Around the same time, I read about emerging AI services that lets users simulate conversations with the dead, sometimes comforting, often deeply unsettling. In one case, the AI hallucinated that a lost loved one was “burning in hell.” That intersection of tech, memory, absurdity, and heartbreak, lit the spark for Dead Air.
This isn’t a play about my dad, although I borrow a couple of his jokes. It is a modern ghost story about the glitchy, glorious ways we keep the dead alive.
Review by Claire-Monique Martin
Dead Air at Greenwich Theatre is a production overflowing with ideas. Written and performed by Afrun Rose, the piece explores grief, artificial intelligence, emotional dependency, and fractured family dynamics through a contemporary sci-fi lens. The ambition behind the work is undeniable, and there are moments where its central concept feels genuinely exciting. Yet despite its strong premise, the production currently feels more like an intriguing work in progress than a fully realised piece.
The opening immediately establishes the experimental tone. Rose begins from the tech booth before entering the stage space herself, a choice clearly intended to blur the lines between creator, controller, and participant within the world of the play. In theory, it should feel unsettling and impactful — a theatrical signal that we are entering a manipulated reality. In practice, however, the moment lands awkwardly. Combined with the production’s largely singular lighting state, the opening initially feels less like a deliberate artistic decision and more like a technical mishap, creating confusion rather than tension.
The minimal staging places the emphasis almost entirely on performance and text. While this stripped-back approach allows the themes to remain front and centre, it also means the script and performances have little to hide behind. The sound design becomes one of the production’s more distinctive elements, particularly the use of synthesised vocals for AI Dad and the AI control system. At first, the distorted electronic voice is genuinely eerie and effective, capturing the uncanny discomfort of manufactured intimacy. Unfortunately, the effect becomes overused as the piece progresses, gradually losing its power and becoming repetitive rather than unsettling.
Where the play succeeds most is in its examination of grief and the desperate human instinct to fill emotional voids. There is a compelling emotional story buried within the material — not just the loss of a father figure, but the collapse of an entire family structure through trauma and miscarriage. However, the emotional narrative often feels overshadowed by moments seemingly designed more to shock than deepen understanding. The dynamics involving Mum and the new stepdad push toward confrontation and discomfort, but not always with enough emotional groundwork beneath them.
Rose’s performance is committed and emotionally open, carrying much of the production’s weight even when the script loses focus. She works hard to ground the material in emotional truth, particularly during the quieter moments where the play allows vulnerability to breathe.

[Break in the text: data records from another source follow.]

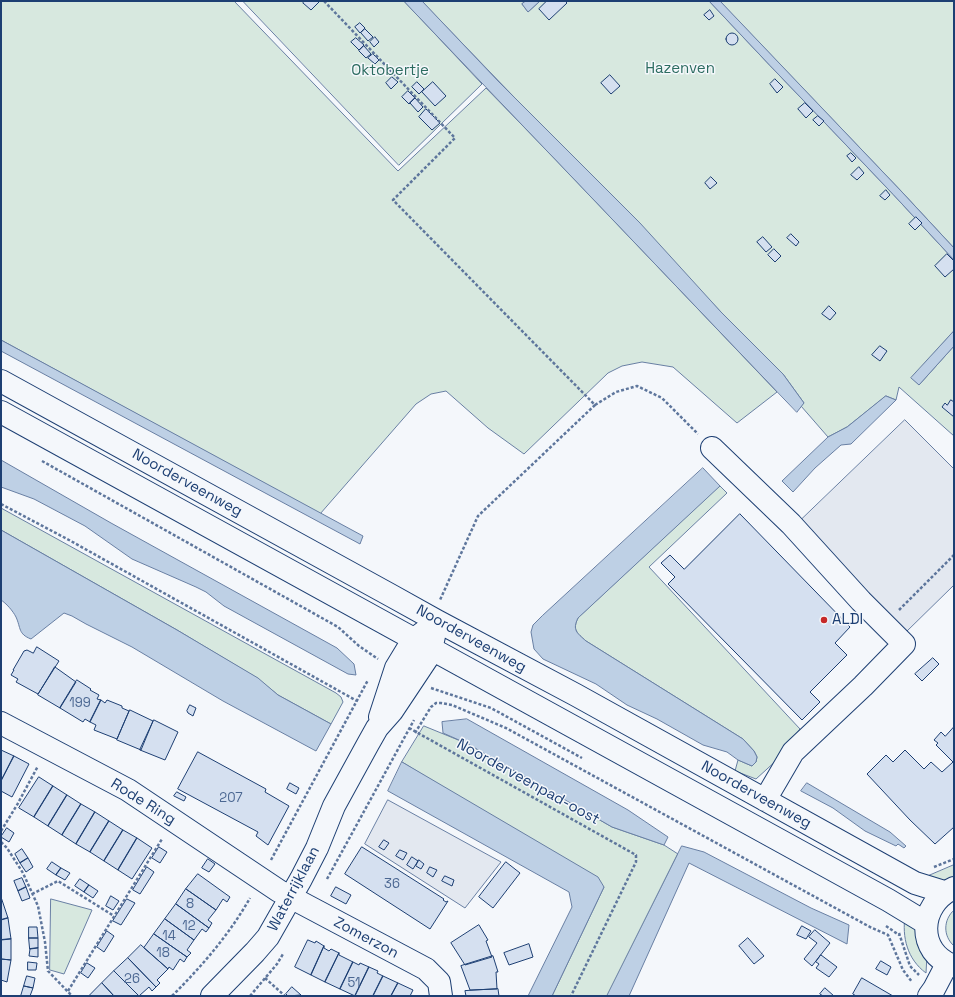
<!DOCTYPE html>
<html>
<head>
<meta charset="utf-8">
<style>
	body { margin:0 }
	#map { position:relative; width:955px; height:997px; overflow:hidden; background:#f4f7fb; font-family:"Space Grotesk",sans-serif }
	canvas { display:block }
	.frame { position:absolute; inset:0; border:2px solid #1d3f73; pointer-events:none }
</style>
</head>
<body>
<div id="map">
<canvas width="955" height="997"></canvas>
<div class="frame"></div>
</div>
<script>
const ctx = document.querySelector('canvas').getContext('2d');
ctx.lineJoin = 'round';
function fillPath(path, color) { ctx.fillStyle = color; ctx.fill(path, 'evenodd'); }
function stroke(path, color, width, dash) { ctx.strokeStyle = color; ctx.lineWidth = width; ctx.lineCap = dash ? 'butt' : 'round'; ctx.setLineDash(dash || []); ctx.stroke(path); }
function write(font, color, halo, rows, align = 'center') {
  ctx.font = font + ' "Space Grotesk",sans-serif'; ctx.lineWidth = 3; ctx.setLineDash([]); ctx.textBaseline = 'middle'; ctx.strokeStyle = halo; ctx.fillStyle = color; for (const [text, x, y, turn = 0] of rows) {
    ctx.save(); ctx.translate(x, y); ctx.rotate((+turn || 0) * Math.PI / 180); ctx.textAlign = isNaN(turn) ? turn : align; if (halo) ctx.strokeText(text, 0, 0); ctx.fillText(text, 0, 0); ctx.restore();
  }
}
const green = new Path2D(`
	M1,1H234L398,171L486,88L557,161L777,392L737,423L673,367L642,362L622,366L608,373L524,454L488,428L446,391L431,394L416,404L320,514L1,340Z
	M243,1H404L482,84L399,165Z
	M422,1H526L522,4L528,12L540,1H709C790,88 874,172 954,260V331L912,378L919,385L954,346V436L899,387L896,400L886,396L847,427L828,437L801,406L804,403L783,374L721,312Z
	M720,1H954V248L902,192Z
	M720,486L727,493L649,567L800,729L778,759L756,779L735,771L738,760L752,766L756,762L757,757L754,751L743,739L586,641C577,633 572,630 578,618Z
	M1,508L336,693L341,697L343,702L331,724L278,695L257,678L177,630L1,530Z
	M424,726L468,744L612,827L664,845L678,854L608,996H552L604,887L402,762Z
	M954,865V881L949,882L928,876Z
	M51,899L92,910L64,974L50,970Z
	M954,910V946C943,936 943,920 954,910Z
	M905,916L914,923L927,955L926,973C907,959 902,937 905,916Z`);
const parking = new Path2D(`
	M905,420L954,469V585L905,633L798,523Z
	M388,800L501,862L465,908L365,844Z`);
const water = new Path2D(`
	M404,1H422L498,81L640,223L721,312L783,374L804,403L797,412Z
	M526,1H540L528,12L522,4Z
	M709,1H720L902,192L954,248V260C874,172 790,88 709,1Z
	M954,331V346L919,385L911,378Z
	M1,340L363,536L360,544L1,351Z
	M886,396L896,400L851,444L841,445L815,468L793,492L782,481L828,437L847,427Z
	M1,460L111,523L337,648L354,664L356,675L348,674L224,606L206,592L196,587L132,559L85,526L34,499L1,487Z
	M703,468L720,486L578,618C572,630 577,633 586,641L743,739L754,751L757,757L756,762L752,766L738,760L727,752L703,745L657,719L627,705L596,684L543,659L534,649L531,632L533,625L542,616Z
	M1,530L177,630L258,678L278,695L331,724L316,751L223,701L132,647L86,624L72,616L64,613L31,639C18,634 21,628 16,617C13,611 6,603 1,600Z
	M467,719L628,810L668,837L664,845L612,827L468,744L443,733L442,722Z
	M402,762L598,877L604,887L552,996H528L572,907L569,892L388,791Z
	M807,783L890,832L906,846L904,848L898,844L896,846L865,831L833,808L801,791Z
	M682,846L704,852L811,908L849,925L847,944L689,863L629,996H607Z`);
const building = new Path2D(`
	M305,1H320L311,10L303,3Z
	M547,1H565L567,3L549,20L539,9Z
	M710,10L714,16L709,20L704,15Z
	M360,23L365,28L360,33L355,27Z
	M365,29L373,37L368,41L361,33Z
	M726 39a6 6 0 1 1 12 0a6 6 0 1 1-12 0Z
	M375,37L379,42L374,47L370,42Z
	M356,38L364,45L359,50L351,42Z
	M364,46L371,54L366,58L359,51Z
	M373,54L379,60L375,64L368,58Z
	M610,75L620,86L611,94L601,83Z
	M392,77L398,82L391,89L386,83Z
	M775,79L783,87L777,93L770,84Z
	M417,82L424,89L419,94L412,87Z
	M433,82L446,96L435,106L422,92Z
	M408,91L415,98L409,104L402,97Z
	M415,98L423,107L418,112L410,103Z
	M805,103L813,111L806,118L798,109Z
	M426,109L440,123L432,130L419,117Z
	M818,116L824,121L819,126L813,120Z
	M851,153L856,158L852,162L847,156Z
	M859,167L864,173L857,180L851,175Z
	M711,177L717,183L710,189L705,183Z
	M886,190L890,195L885,200L880,196Z
	M916,217L922,223L915,230L909,224Z
	M791,234L799,242L796,246L787,238Z
	M763,237L772,247L766,252L757,242Z
	M774,249L781,256L775,262L768,255Z
	M947,254L954,261V269L945,277L935,266Z
	M829,306L836,313L830,320L822,314Z
	M880,346L887,351L880,361L872,355Z
	M951,400L954,402V417L942,407L945,403L947,405Z
	M740,514L850,627L835,643L847,655L810,692L820,702L802,720L668,584L675,577L661,563L670,555L684,569Z
	M37,647L59,661L38,694L16,682L18,679L11,675L14,670H13L24,651L27,650L33,653Z
	M933,658L939,664L922,681L915,674Z
	M55,667L76,682L60,708L38,695Z
	M77,680L91,689L90,690L99,695L97,699L101,700L90,722L85,719L83,722L60,708Z
	M101,700L105,703L107,700L122,706V708L129,711L117,739L94,730L96,725L90,722Z
	M190,705L196,708L193,716L188,713L187,711Z
	M130,710L153,721L141,750L117,740Z
	M154,720L178,732L165,760L140,750Z
	M954,727V827L935,844L910,820L867,774L886,755L893,762L905,750L924,769L931,762L942,772L953,762L936,745L938,743L934,740L941,732L945,736Z
	M1,750L14,756L1,781Z
	M198,752L266,789L265,792L289,806L268,845L256,836L258,832L178,789Z
	M14,756L29,764L12,797L1,791V781Z
	M39,777L53,786L34,817L19,808Z
	M290,783L299,788L296,794L287,789Z
	M53,786L67,795L48,826L34,817Z
	M177,792L186,797L184,801L174,796Z
	M67,795L81,804L62,835L48,826Z
	M81,804L95,812L76,844L62,835Z
	M95,812L109,821L90,852L76,844Z
	M109,821L123,830L104,861L90,852Z
	M7,828L14,833L9,842L1,837Z
	M123,830L137,838L118,870L104,861Z
	M137,838L152,848L132,879L118,870Z
	M384,840L389,843L384,850L379,847Z
	M159,847L167,852L160,863L152,858Z
	M362,847L444,899L443,900L446,902L448,901L430,929L345,874Z
	M22,849L28,858L20,863L15,854Z
	M400,850L407,853L403,860L396,856Z
	M412,857L418,861L413,869L407,865Z
	M28,858L33,867L26,872L20,863Z
	M208,859L215,864L209,872L202,868Z
	M419,860L424,864L421,869L416,866Z
	M52,862L61,868L56,875L47,869Z
	M506,862L520,873L493,908L479,897Z
	M147,867L154,872L140,894L133,890Z
	M430,867L437,870L433,877L427,873Z
	M61,868L70,873L65,880L56,875Z
	M198,874L230,897L227,902L223,899L216,910L186,889Z
	M445,876L454,880L452,886L442,881Z
	M22,878L26,887L18,891L14,881Z
	M80,879L89,885L84,892L75,886Z
	M89,885L98,891L93,898L84,892Z
	M26,887L30,898L22,901L18,891Z
	M336,887L351,895L346,904L331,896Z
	M186,889L216,910L208,920L212,923L209,928L176,904Z
	M111,896L119,901L113,910L106,906Z
	M1,897L8,918L1,920Z
	M127,899L135,903L121,925L113,921Z
	M176,904L209,928L206,932L202,929L194,940L165,919Z
	M8,918L11,939L1,940V920Z
	M165,919L194,940L187,950L191,953L187,957L154,934Z
	M479,925L488,940L486,941L492,957L465,965L451,943Z
	M802,926L811,931L806,939L797,935Z
	M29,927H37L38,938H29Z
	M815,930L830,943L812,966L804,959L817,943L809,937Z
	M107,931L114,936L104,952L97,947Z
	M154,934L187,957L184,962L180,959L173,970L169,967L168,969L144,948Z
	M29,938H38V948L30,949Z
	M748,938L764,956L754,964L739,946Z
	M11,939V960L1,959V940Z
	M308,940L315,943L316,941L324,946L311,975L295,967Z
	M529,944L533,957L509,965L504,953Z
	M141,945L168,969L157,980L160,983L156,987L128,958Z
	M324,946V948L329,951L331,949L339,953L325,982L311,975Z
	M38,948V957L29,956L30,949Z
	M339,953V955L353,962L340,989L325,982Z
	M821,955L837,967L829,977L816,968L819,964L816,962Z
	M493,956L498,972H496L497,989L470,990L461,966Z
	M128,958L156,987L152,991L149,987L139,996L114,971Z
	M1,959L11,960L7,982L1,980Z
	M881,961L891,967L887,975L876,969Z
	M28,962L37,963L36,970H28Z
	M353,962L359,965L360,963L369,967L355,996L340,989Z
	M87,963L95,968L88,978L81,973Z
	M369,967L378,971L377,973L383,976L373,996H355Z
	M114,971L139,996H114L102,983Z
	M27,976L35,978L33,988L24,986Z
	M383,976L398,983L391,996H373Z
	M862,978L893,996H856L853,994Z
	M102,983L114,996H89Z
	M398,983L413,990L410,996H391Z
	M24,986L33,988L30,996H21Z
	M292,987L301,995L288,996L286,994Z
	M825,988L834,996H823L820,994Z
	M498,989L499,996H466L465,991Z`);
const path = new Path2D(`
	M324,1L455,138L393,200L595,405L478,516L440,600
	M595,405L616,392L637,386L662,398L698,434
	M42,461L338,627L359,646L378,659
	M1,504L69,540L357,701
	M899,610L954,555
	M431,688L491,708L582,758
	M409,728L636,855V862L571,996
	M415,733L431,707L436,703H441L452,705L506,728L870,927L888,935L903,970L912,982
	M1,831L17,805L38,766
	M1,842L7,848L23,873L38,906L45,942L48,971L72,996
	M271,860L368,680
	M934,867L954,859
	M327,879L414,720
	M32,894L58,881L114,916
	M886,926L899,935
	M899,933L910,966L919,975
	M265,978L285,996
	M68,991L162,839
	M172,996C202,966 229,935 250,898
	M250,996L277,964L283,954`);
const minor = new Path2D(`
	M1,381L392,596L437,621L576,695L915,883L944,892
	M1,412L888,900L926,923
	M712,448L791,524L861,601L904,644L863,686L793,752L765,800
	M380,717L396,668L413,640L425,631
	M1,723L128,790L279,891L426,969L439,982L441,996
	M954,888C918,904 916,953 954,966
	M212,996L255,952L268,937L301,879L317,848L334,806L368,744L377,728L392,711L428,657L431,650L434,636
	M929,996L934,989L947,964`);
const markers = [
	[824,620,4,"#c62828"]
];
const numberNames = [
	["199",80,703],
	["207",231,798],
	["36",392,884],
	["8",190,904],
	["12",189,926],
	["14",169,936],
	["18",163,953],
	["26",132,979],
	["51",354,983]
];
const parkNames = [
	["Hazenven",680,69],
	["Oktobertje",390,71]
];
const streetNames = [
	["Noorderveenweg",187,483,29],
	["Noorderveenweg",471,639,29],
	["Noorderveenpad-oost",528,782,29],
	["Noorderveenweg",756,795,29],
	["Rode Ring",143,802,32],
	["Waterrijklaan",294,889,-62],
	["Zomerzon",366,938,28]
];
const poiNames = [
	["ALDI",832,620]
];
fillPath(green, '#d7e8df');
stroke(green, '#687fa3', 1);
fillPath(parking, '#e3e8f0');
stroke(parking, '#687fa3', 1);
fillPath(water, '#bed0e5');
stroke(water, '#687fa3', 1);
fillPath(building, '#d5e0f0');
stroke(building, '#1d3f73', 1);
stroke(minor, '#1d3f73', 24);
stroke(path, '#5e769c', 2.5, [3, 2]);
stroke(minor, '#f4f7fb', 22);
for (const [x, y, r, color] of markers) { const dot = new Path2D(); dot.arc(x, y, r, 0, 2 * Math.PI); ctx.fillStyle = color; ctx.fill(dot); stroke(dot, '#f4f7fb', 1.5); }
write('13px', '#4b6792', null, numberNames);
write('15px', '#2c6c60', '#f4f7fb', parkNames);
write('15px', '#1d3f73', '#f4f7fb', streetNames);
write('15px', '#1d3f73', '#f4f7fb', poiNames, 'left');
</script>
</body>
</html>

What remains most striking about Dead Air is its potential. The ideas at its core are timely, unsettling, and theatrically rich. The relationship between grief and artificial intelligence feels increasingly relevant in a world fascinated by digital resurrection and emotional simulation. Yet the production currently feels caught between psychological drama, satire, and speculative sci-fi, without fully deciding what it wants to be.
There is absolutely something here worth developing further. With tighter storytelling, more restraint in its use of sound and shock imagery, and a clearer emotional through-line, Dead Air could become a deeply affecting exploration of loss in the age of artificial intimacy. At present, though, it feels like a bold early draft still searching for its final form.